The code only plots the last item in the list. How can i fix this please?

Could this be the problem?

> india[[i]]
 [1] 5 4 5 4 4 6 7 4 3 2 5 4 5 5 5 4 4 3 3 3 3 2 2 2 2 4 2 4 3 4 3
> india[i]
$Natems_Agri_Unit_2_27.03.2019
 [1] 5 4 5 4 4 6 7 4 3 2 5 4 5 5 5 4 4 3 3 3 3 2 2 2 2 4 2 4 3 4 3

This is my first time doing this, so If you could help, that would be greatly appreciated

ADD REPLY • link 5.2 years ago by ishackm ▴ 110

0

Entering edit mode

In the below code I've added a png command before the print command.

library(ggplot2)

for (i in seq(length(india))) { #for each 
    p = qplot(india[[i]], geom="histogram", binwidth = 0.5, main =sprintf("Histogram of %s",names(india)[i]), fill=I("red"), 
              col=I("blue"), xlab = names(india)[i], ylab = "Count Frequency") + theme_bw()
    png(paste(names(india)[i],'png',sep='.'))
    print(p)
 }

The paste command will concatenate the names(india)[i], and the letters png which are separated by a .

ADD REPLY • link 5.2 years ago by shawn.w.foley ★ 1.3k

score 0 · Answer 2 · 2019-09-06

Looks like you have a list of vectors not dataframes, so here are 2 options:

Example data

library(ggplot2)
set.seed(1); x <- runif(100); myList <- split(x, cut_number(x, 4))

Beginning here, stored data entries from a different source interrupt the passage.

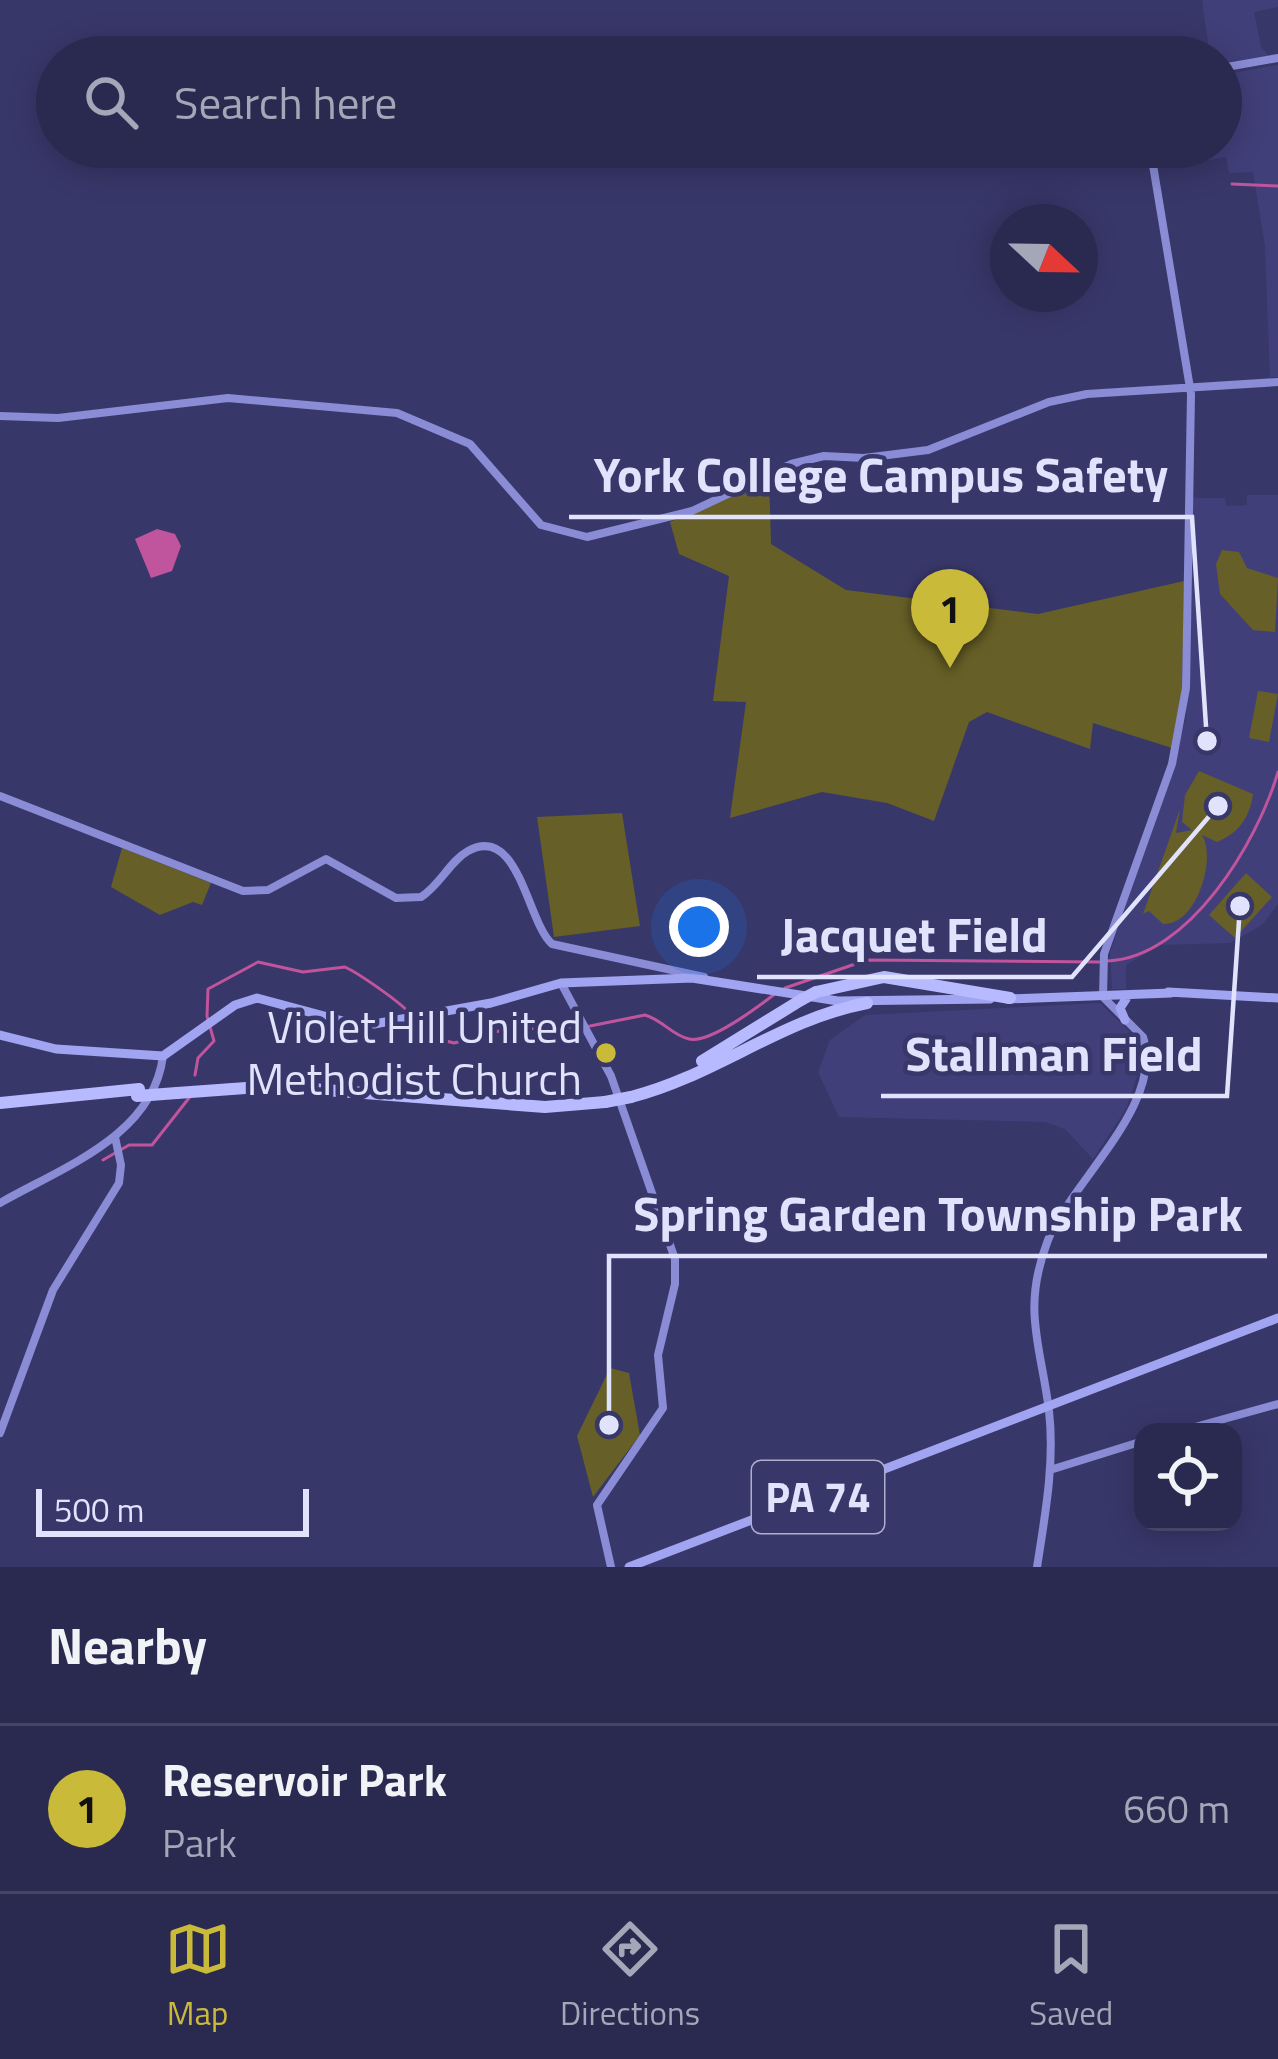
<!DOCTYPE html>
<style>
body{margin:0;font-family:"Titillium Web",sans-serif;background:#36355a;color:#f1f3f6}
.controls{position:absolute;right:36px;bottom:36px;display:grid;overflow:hidden;border-radius:24px;box-shadow:0 6px 30px #0003}
.controls button{width:108px;height:108px;display:grid;place-items:center;padding:0;border:0;border-bottom:3px solid #464567;background:#2a2950;color:#f1f3f6;font:60px sans-serif}
.compass{position:absolute;left:990px;top:204px;width:108px;height:108px;border-radius:50%;background:#2a2950;box-shadow:0 6px 30px #0003;rotate:112deg}
.scale{position:absolute;left:36px;bottom:30px;width:273px;box-sizing:border-box;padding-left:12px;border:6px solid #e1e3fc;border-top:0;font-size:33px;line-height:42px;white-space:nowrap;color:#e1e3fc;-webkit-text-stroke:9px #38376a;paint-order:stroke}
.you{position:absolute;left:699px;top:927px;width:42px;height:42px;margin:-30px;border:9px solid #fff;border-radius:50%;background:#1a73e8;box-shadow:0 0 0 18px #1a73e833}
.badge{display:grid;place-items:center;width:78px;height:78px;border-radius:50%;background:#caba3a;color:#111;font-size:39px;font-weight:700}
.pin{position:absolute;translate:-50% -99px;filter:drop-shadow(0 3px 6px #0008)}
.pin::after{content:'';position:absolute;top:63px;width:42px;height:36px;background:inherit;clip-path:polygon(0 0,100% 0,50% 100%)}
.list{margin:0;padding:0;list-style:none}
h2{display:flex;justify-content:space-between;align-items:center;height:156px;margin:0;padding:0 48px;font-size:51px}
h2 small{font-size:39px;font-weight:400;color:#a5a6b7}
.list li{display:grid;grid-template-columns:78px 1fr auto;gap:36px;align-items:center;box-sizing:border-box;height:168px;padding:0 48px;border-top:3px solid #464567}
.list b{display:block;font-size:45px;white-space:nowrap}
.list p{margin:0;font-size:39px;white-space:nowrap;color:#a5a6b7}
.list em{font-size:39px;font-style:normal;color:#a5a6b7}
.icon{flex:none;width:66px;height:66px;fill:none;stroke:currentColor;stroke-width:2;stroke-linecap:round;stroke-linejoin:round}
.map{position:relative;flex:none;width:1278px;height:1567px;overflow:hidden}
.search{position:absolute;background:#2a2950;box-shadow:0 6px 30px #0003;left:36px;right:36px;top:36px;height:132px;display:flex;align-items:center;gap:30px;box-sizing:border-box;padding:0 42px;border-radius:66px;color:#a5a6b7;font-size:45px}
.sheet{height:324px;background:#2a2950}
nav{display:flex;justify-content:space-around;align-items:center;box-sizing:border-box;height:168px;border-top:3px solid #464567;background:#2a2950;font-size:33px;color:#a5a6b7}
nav a{display:grid;justify-items:center;gap:6px}
nav .on{color:#caba3a}
.map>svg:first-child{display:block}
</style>
<div class="map">
<svg width="1278" height="1567" viewBox="0 0 1278 1567">
<rect width="100%" height="100%" fill="#38376a"/>
<path fill="#413f79" d="M 1202,0 L 1278,0 L 1278,7 L 1254,12 L 1261,47 L 1269,56 L 1221,63 L 1221,57 L 1210,57 Z
M 1278,65 L 1278,377 L 1270,377 L 1265,246 L 1253,172 L 1229,173 L 1226,157 L 1161,168 L 1157,147 L 1221,147 L 1221,75 Z
M 1247,495 L 1278,495 L 1278,904 L 1262,925 L 1230,943 L 1160,945 L 1126,965 L 1126,989 L 1112,989 L 1110,953 L 1186,718 L 1193,498 L 1225,498 L 1226,506 L 1247,505 Z
M 1100,1003 L 1138,1040 L 1142,1062 L 1126,1109 L 1093,1159 L 1065,1129 L 1045,1122 L 839,1117 L 818,1072 L 830,1040 L 865,1015 Z"/>
<path fill="#665f27" d="M 769,475 L 771,544 L 846,590 L 1038,614 L 1184,581 L 1182,696 L 1172,748 L 1093,723 L 1090,749 L 987,712 L 969,722 L 934,821 L 887,803 L 822,792 L 730,818 L 746,702 L 713,701 L 729,576 L 679,554 L 670,522 Z
M 1222,550 L 1239,552 L 1247,568 L 1278,578 L 1275,632 L 1253,630 L 1220,594 L 1216,564 Z
M 1258,691 L 1278,694 L 1269,742 L 1249,738 Z
M 1199,771 L 1253,794 C 1250,817 1239,833 1217,842 L 1202,835 C 1217,859 1196,926 1163,924 L 1149,911 L 1143,914 L 1180,809 L 1176,833 L 1192,830 L 1182,822 L 1185,795 Z
M 622,813 L 640,926 L 554,937 L 537,817 Z
M 122,848 L 211,883 L 202,905 L 193,902 L 160,915 L 111,887 Z
M 1246,873 L 1272,897 L 1235,938 L 1209,915 Z
M 610,1368 L 629,1373 L 640,1435 L 593,1497 L 577,1436 Z"/>
<path fill="#c0549d" d="M 157,529 L 175,534 L 181,546 L 172,571 L 151,578 L 135,539 Z"/>
<g fill="none" stroke-linecap="round" stroke-linejoin="round">
<path stroke="#c0549d" stroke-width="3" d="M 1232,184 L 1278,186
M 1108,961 C 1189,957 1257,843 1278,772
M 785,988 L 867,960 L 1099,962
M 415,1022 L 431,1037 L 454,1043 L 503,1030 L 590,1026 L 645,1015 C 661,1019 673,1036 689,1039 C 710,1044 759,1006 776,993
M 195,1075 L 198,1058 L 214,1041 L 207,1016 L 208,989 L 258,962 L 303,972 L 345,967 C 358,973 402,1003 410,1014
M 103,1160 L 129,1145 L 152,1145 L 189,1098"/>
<path stroke="#8a8cd6" stroke-width="8" d="M 1221,68 L 1278,58
M 0,416 L 58,418 L 228,398 L 397,413 L 470,444 L 541,525 L 587,537 L 692,511 L 791,464 L 824,456 L 864,458 L 928,450 L 1049,402 L 1087,394 L 1278,382
M 0,796 L 243,891 L 268,890 L 326,859 L 396,898 L 421,897 C 440,885 450,861 468,851 C 519,823 527,922 552,944 L 704,977
M 561,983 L 611,1076 L 675,1259 L 675,1284 L 658,1355 L 663,1408 L 597,1505 L 611,1567
M 0,1203 C 63,1167 153,1136 163,1056
M 1177,1432 L 1278,1404
M 0,1433 L 53,1290 L 119,1183 L 121,1165 L 115,1137
M 1050,1470 L 1143,1441
M 1037,1567 C 1045,1516 1055,1462 1049,1411 C 1041,1345 1021,1310 1048,1240 C 1071,1182 1165,1104 1143,1037 L 1103,997 L 1104,954 L 1172,764 L 1186,688 L 1191,394 L 1150,147"/>
<path stroke="#a1a4f0" stroke-width="9" d="M 1168,992 L 1278,998
M 1007,999 L 1171,993
M 1125,1020 L 1120,1008 L 1126,999
M 0,1035 L 56,1049 L 163,1056 L 235,1005 L 257,998 L 350,1023 L 374,1024 L 491,1003 L 561,983 L 692,978 L 838,1001 L 990,999
M 629,1567 L 1278,1318"/>
<path stroke="#b7baff" stroke-width="12" d="M 816,992 L 884,977 L 1010,998
M 702,1061 L 801,1000
M 177,1093 L 274,1086 L 545,1107 L 605,1102
M 631,1097 C 714,1076 782,1019 867,1003
M 0,1103 L 139,1089"/>
<path stroke="#b7baff" stroke-width="12" d="M 801,1000 L 816,992
M 137,1096 L 177,1093
M 605,1102 L 631,1097"/>
</g>
<circle fill="#caba3a" stroke="#38376a" stroke-width="4.5" cx="606" cy="1053" r="12"/>
<g text-anchor="middle" stroke-width="9" stroke-linejoin="round" paint-order="stroke">
<rect fill="#38376a" stroke="#aeafd0" stroke-width="3" x="752" y="1461" width="132" height="72" rx="9"/>
<g font-size="42" font-weight="bold" fill="#e1e3fc">
<text x="818" y="1512">PA 74</text>
</g>
<g font-size="45" fill="#e1e3fc" stroke="#38376a" text-anchor="end">
<text x="582" y="1043">Violet Hill United<tspan x="582" dy="52">Methodist Church</tspan></text>
</g>
</g>
<path fill="none" stroke="#e1e3fc" stroke-width="4.5" d="M1207 741L1192 517H569M1218 806L1072 977H757M1240 906L1227 1096H881M609 1425L609 1256H1267"/>
<g fill="#e1e3fc" stroke="#38376a" stroke-width="4.5">
<circle cx="1207" cy="741" r="12"/>
<circle cx="1218" cy="806" r="12"/>
<circle cx="1240" cy="906" r="12"/>
<circle cx="609" cy="1425" r="12"/>
</g>
<g font-size="48" text-anchor="middle" font-weight="bold" fill="#e1e3fc" stroke="#38376a" stroke-width="9" stroke-linejoin="round" paint-order="stroke">
<text x="881" y="492">York College Campus Safety</text>
<text x="914" y="952">Jacquet Field</text>
<text x="1054" y="1071">Stallman Field</text>
<text x="938" y="1231">Spring Garden Township Park</text>
</g>
</svg>
<div class="controls">
<button><svg class="icon" aria-label="locate" viewBox="0 0 24 24"><circle cx="12" cy="12" r="6"/><path d="M12 2v4M12 18v4M2 12h4M18 12h4"/></svg></button>
</div>
<svg class="compass" viewBox="-18 -18 36 36"><path d="M0-13l5 13h-10z" fill="#e53935"/><path d="M0 13l5-13h-10z" fill="#a5a6b7"/></svg>
<div class="scale">500 m</div>
<div class="you"></div>
<div class="pin badge" style="left:950px;top:668px">1</div>
<div class="search"><svg class="icon" aria-label="search" viewBox="0 0 24 24"><circle cx="10" cy="10" r="6"/><path d="M15 15l6 6"/></svg>Search here</div>
</div>
<section class="sheet">
<h2>Nearby<small></small></h2>
<ul class="list">
<li><span class="badge">1</span><div><b>Reservoir Park</b><p>Park</p></div><em>660 m</em></li>
</ul>
</section>
<nav>
<a class="on"><svg class="icon" aria-label="map" viewBox="0 0 24 24"><path d="M3 6l6-2 6 2 6-2v14l-6 2-6-2-6 2zM9 4v14M15 6v14"/></svg>Map</a>
<a><svg class="icon" aria-label="directions" viewBox="0 0 24 24"><path d="M12 3l9 9-9 9-9-9zM9 14v-3h6M13 9l2 2-2 2"/></svg>Directions</a>
<a><svg class="icon" aria-label="saved" viewBox="0 0 24 24"><path d="M7 4h10v16l-5-4-5 4z"/></svg>Saved</a>
</nav>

Option 1: for loop, output to pdf.

pdf("myPlots.pdf")
for(i in names(myList)){
  # i = names(myList)[1]
  print(
    ggplot(data.frame(x = myList[[ i ]]), aes(x)) +
      geom_histogram() +
      ggtitle(i)
  )
}
dev.off()

Option 2 convert list to single dataframe, then use facets, output a single plot.

plotDat <- stack(myList)

ggplot(plotDat, aes(x = values)) +
  geom_histogram() +
  facet_wrap(.~ind, ncol = 2)